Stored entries
------

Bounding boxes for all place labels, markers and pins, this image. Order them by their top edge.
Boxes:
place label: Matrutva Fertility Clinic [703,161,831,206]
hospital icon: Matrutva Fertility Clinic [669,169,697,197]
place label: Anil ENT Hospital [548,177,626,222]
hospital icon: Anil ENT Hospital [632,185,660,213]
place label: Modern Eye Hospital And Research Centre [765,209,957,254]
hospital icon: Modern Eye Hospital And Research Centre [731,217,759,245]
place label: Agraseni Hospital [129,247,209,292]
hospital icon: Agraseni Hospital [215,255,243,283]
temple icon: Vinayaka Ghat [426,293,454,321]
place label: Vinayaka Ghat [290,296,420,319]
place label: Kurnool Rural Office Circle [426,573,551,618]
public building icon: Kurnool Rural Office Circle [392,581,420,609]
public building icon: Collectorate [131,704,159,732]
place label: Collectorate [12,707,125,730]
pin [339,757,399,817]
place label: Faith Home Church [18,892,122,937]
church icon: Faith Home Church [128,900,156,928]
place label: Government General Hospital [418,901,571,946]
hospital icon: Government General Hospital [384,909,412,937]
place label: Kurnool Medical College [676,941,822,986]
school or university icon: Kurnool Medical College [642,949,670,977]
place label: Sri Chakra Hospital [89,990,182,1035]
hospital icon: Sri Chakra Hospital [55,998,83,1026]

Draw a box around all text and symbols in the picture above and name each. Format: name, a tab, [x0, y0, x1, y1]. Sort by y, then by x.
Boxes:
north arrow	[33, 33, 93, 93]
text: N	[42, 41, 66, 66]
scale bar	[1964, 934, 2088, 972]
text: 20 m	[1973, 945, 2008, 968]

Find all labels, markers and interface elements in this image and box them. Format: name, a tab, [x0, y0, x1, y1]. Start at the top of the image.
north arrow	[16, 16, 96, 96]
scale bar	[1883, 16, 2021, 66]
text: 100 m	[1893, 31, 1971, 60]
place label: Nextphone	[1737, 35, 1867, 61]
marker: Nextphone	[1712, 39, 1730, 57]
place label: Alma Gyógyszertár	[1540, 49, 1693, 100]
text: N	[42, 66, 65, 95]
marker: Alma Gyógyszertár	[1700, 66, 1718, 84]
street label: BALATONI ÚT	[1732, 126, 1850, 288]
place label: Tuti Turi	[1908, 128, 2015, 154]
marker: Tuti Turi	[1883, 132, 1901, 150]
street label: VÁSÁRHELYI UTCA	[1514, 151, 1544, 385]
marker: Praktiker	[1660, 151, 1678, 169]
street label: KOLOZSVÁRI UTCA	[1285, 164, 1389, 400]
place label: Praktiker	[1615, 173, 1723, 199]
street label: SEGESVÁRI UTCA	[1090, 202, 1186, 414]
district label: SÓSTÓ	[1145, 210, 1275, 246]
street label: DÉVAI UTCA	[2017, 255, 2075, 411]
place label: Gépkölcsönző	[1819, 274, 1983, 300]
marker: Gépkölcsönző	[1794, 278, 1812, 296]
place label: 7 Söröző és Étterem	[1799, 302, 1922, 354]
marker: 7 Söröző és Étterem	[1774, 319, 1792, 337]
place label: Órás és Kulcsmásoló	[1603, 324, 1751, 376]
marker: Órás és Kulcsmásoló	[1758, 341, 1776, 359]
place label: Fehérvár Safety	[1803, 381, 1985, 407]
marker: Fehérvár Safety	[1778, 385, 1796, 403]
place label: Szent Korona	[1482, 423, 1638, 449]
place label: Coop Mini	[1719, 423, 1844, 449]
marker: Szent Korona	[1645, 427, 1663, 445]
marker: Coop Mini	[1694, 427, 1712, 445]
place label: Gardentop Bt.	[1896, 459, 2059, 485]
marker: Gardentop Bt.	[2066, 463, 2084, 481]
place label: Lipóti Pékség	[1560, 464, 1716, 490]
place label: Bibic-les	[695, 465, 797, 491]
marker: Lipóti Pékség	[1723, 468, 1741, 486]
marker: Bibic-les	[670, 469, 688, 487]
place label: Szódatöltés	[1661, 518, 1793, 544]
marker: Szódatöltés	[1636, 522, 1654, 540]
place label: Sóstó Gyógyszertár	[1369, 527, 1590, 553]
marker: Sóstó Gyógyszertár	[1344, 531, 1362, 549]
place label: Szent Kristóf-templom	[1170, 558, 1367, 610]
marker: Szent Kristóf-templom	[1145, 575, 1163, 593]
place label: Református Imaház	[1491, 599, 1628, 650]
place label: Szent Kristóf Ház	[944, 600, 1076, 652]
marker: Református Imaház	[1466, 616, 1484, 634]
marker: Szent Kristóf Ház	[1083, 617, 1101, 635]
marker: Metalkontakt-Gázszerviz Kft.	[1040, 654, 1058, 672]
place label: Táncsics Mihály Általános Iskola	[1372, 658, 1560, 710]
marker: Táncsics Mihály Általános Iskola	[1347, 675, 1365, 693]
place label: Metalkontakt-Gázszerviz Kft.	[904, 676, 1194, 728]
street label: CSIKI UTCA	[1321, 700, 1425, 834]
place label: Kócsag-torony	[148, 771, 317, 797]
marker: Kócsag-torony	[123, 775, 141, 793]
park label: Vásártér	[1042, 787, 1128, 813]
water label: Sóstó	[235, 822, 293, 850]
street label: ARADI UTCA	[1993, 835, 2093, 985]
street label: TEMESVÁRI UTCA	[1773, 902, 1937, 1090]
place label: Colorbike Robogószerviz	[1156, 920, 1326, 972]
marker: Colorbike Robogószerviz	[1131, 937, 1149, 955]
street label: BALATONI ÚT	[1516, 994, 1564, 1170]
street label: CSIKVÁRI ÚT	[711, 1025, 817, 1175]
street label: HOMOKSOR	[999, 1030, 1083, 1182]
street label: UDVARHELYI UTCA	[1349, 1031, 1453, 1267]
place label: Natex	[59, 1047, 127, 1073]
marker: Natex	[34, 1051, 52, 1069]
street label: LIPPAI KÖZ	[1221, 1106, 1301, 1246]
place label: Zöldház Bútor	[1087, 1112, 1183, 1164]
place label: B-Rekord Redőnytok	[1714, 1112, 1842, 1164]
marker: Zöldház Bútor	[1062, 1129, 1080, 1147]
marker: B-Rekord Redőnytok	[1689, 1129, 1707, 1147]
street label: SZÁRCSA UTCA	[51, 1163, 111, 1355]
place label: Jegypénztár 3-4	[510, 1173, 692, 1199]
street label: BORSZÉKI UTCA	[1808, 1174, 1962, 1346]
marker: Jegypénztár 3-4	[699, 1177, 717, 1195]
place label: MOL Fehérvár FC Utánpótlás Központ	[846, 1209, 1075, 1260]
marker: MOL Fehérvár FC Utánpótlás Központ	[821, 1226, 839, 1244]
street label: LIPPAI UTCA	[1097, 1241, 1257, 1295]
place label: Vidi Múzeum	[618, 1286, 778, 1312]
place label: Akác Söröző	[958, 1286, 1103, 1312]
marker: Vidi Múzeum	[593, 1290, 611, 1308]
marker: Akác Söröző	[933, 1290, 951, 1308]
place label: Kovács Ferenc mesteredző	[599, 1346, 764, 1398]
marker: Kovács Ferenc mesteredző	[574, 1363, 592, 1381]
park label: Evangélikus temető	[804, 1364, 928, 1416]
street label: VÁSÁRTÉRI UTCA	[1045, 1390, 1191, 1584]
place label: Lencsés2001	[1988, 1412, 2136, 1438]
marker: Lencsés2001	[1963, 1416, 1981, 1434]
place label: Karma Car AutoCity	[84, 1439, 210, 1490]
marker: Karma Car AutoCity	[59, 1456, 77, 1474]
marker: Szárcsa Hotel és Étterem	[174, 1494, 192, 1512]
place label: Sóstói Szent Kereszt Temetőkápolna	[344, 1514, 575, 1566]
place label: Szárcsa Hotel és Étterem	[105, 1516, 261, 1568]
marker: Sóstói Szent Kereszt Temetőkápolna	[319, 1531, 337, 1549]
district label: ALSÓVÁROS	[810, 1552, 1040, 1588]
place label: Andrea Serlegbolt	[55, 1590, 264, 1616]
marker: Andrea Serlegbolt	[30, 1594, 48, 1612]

------

> [DESCRIPTION OF THE TASK] State how many lines in the records above contain the word "Nextphone". Write the number alone.

> [WRITTEN RESPONSE] 2